Sur ce nouveau vecteur d’investissement, je resterai orienté, à l’image de la stratégie sur mon PEA, vers les grandes et moyennes capitalisations capables de distribuer un revenu pérenne basé sur les dividendes.

Toujours la même tactique « buy and hold » : acheter, encaisser les dividendes, puis les ré-investir avant la phase de consommation en rente.

Mon univers d’investissement pour les titres détenus en direct sur ce marché immense sera restreint aux entreprises du S&P 500 pour les US et au S&P/TSX (hors small caps) pour le Canada.

L’objectif sur mon PEA est de nous constituer une rente annuelle de 10 000 € bruts (je vais dépasser la moitié de cet objectif cette année).

Je « double » l’objectif total avec ce compte titres qui devra nous générer à terme 10 000 $ (USD) de revenus alternatifs supplémentaires.

Le compte titres a été ouvert chez le courtier low cost Binck en raison de ses tarifs très compétitifs sur les marchés américains, sûrement parmi les plus bas si on s’impose une domiciliation de compte pour profiter d’un IFU pré-rempli.

Un pas de plus à terme vers la liberté financière, je l’espère.


Le choix du compte titres

Rappelons le contexte général. Notre but est d’atteindre l’indépendance financière d’ici 10 ans, c’est-à-dire parvenir à couvrir nos dépenses annuelles, qui sont de l’ordre de 30-35 k€, avec nos revenus alternatifs qui sont pour le moment de l’ordre de 10 k€.

Mon PEA ne sera pas suffisant pour combler le déficit : en utilisant ma réserve de versement selon la législation actuelle (environ 78 k€), avec une rentabilité de 6 % et sa valeur actuelle de 100 k€, la valeur future attendue de mon PEA dans 10 ans serait d’environ 280 k€.
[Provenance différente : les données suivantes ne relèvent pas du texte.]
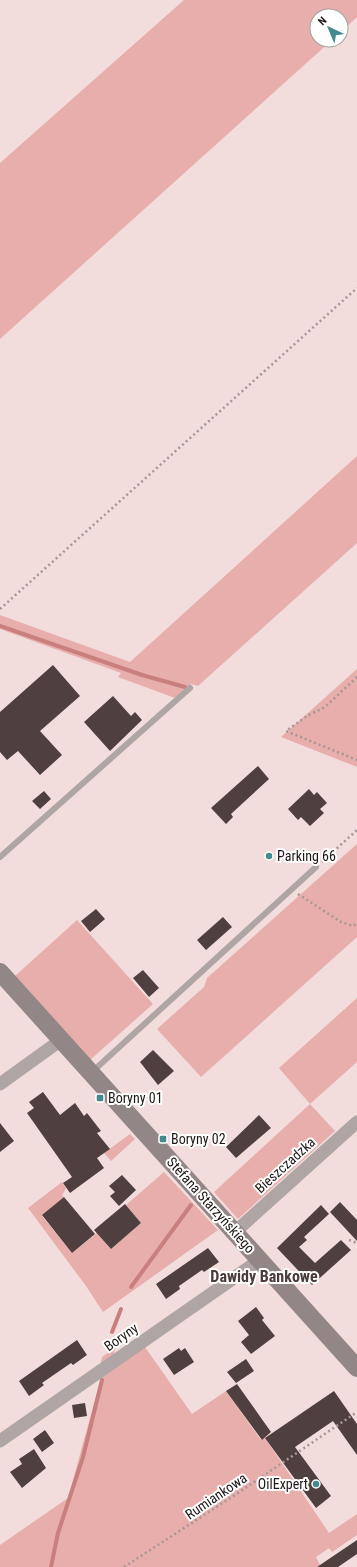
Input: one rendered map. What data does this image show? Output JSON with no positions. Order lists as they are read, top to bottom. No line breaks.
{"streets":{"street":["Bieszczadzka","Stefana Starzyńskiego","Boryny"],"path":["Rumiankowa"]},"crossings":[["Bieszczadzka","Stefana Starzyńskiego"],["Stefana Starzyńskiego","Boryny"]],"districts":["Dawidy Bankowe"],"places":{"other":["Parking 66","OilExpert"],"transit":["Boryny 01","Boryny 02"]},"north":"top left"}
En admettant un rendement sur dividendes de 5,5 % (son niveau actuel), j’obtiens une rente brute de 15 000 €.

Pas si mal, c’est mieux que l’objectif de 10 000 € affiché sur mon blog. En ajoutant les 5 000 € de revenus alternatifs d’autre nature (revenus de taux, etc.), nous plafonnons à 20 000 € maximum espérés dans 10 ans.

C’est toujours moins que notre train de vie pourtant assez raisonnable, et je n’ai pas tenu compte de l’inflation dans ce calcul simpliste.

 

Comme nouvelles possibilités de revenus alternatifs nous avons envisagé :

  • l’immobilier locatif en direct dont je me méfie pour diverses raisons, parmi lesquelles une rentabilité médiocre sur notre secteur géographique que j’ai argumentée dans 2 posts récents.
    Je n’ai pas encore totalement écarté cette piste que je garde en réserve. Les biens tangibles ne sont pas forcément une mauvaise idée par les temps qui courent.

  • l’immobilier « papier » non coté (SCPI/OCPI) que j’écarte car trop frayeux en entrée et dont la liquidité du marché secondaire me laisse très dubitatif.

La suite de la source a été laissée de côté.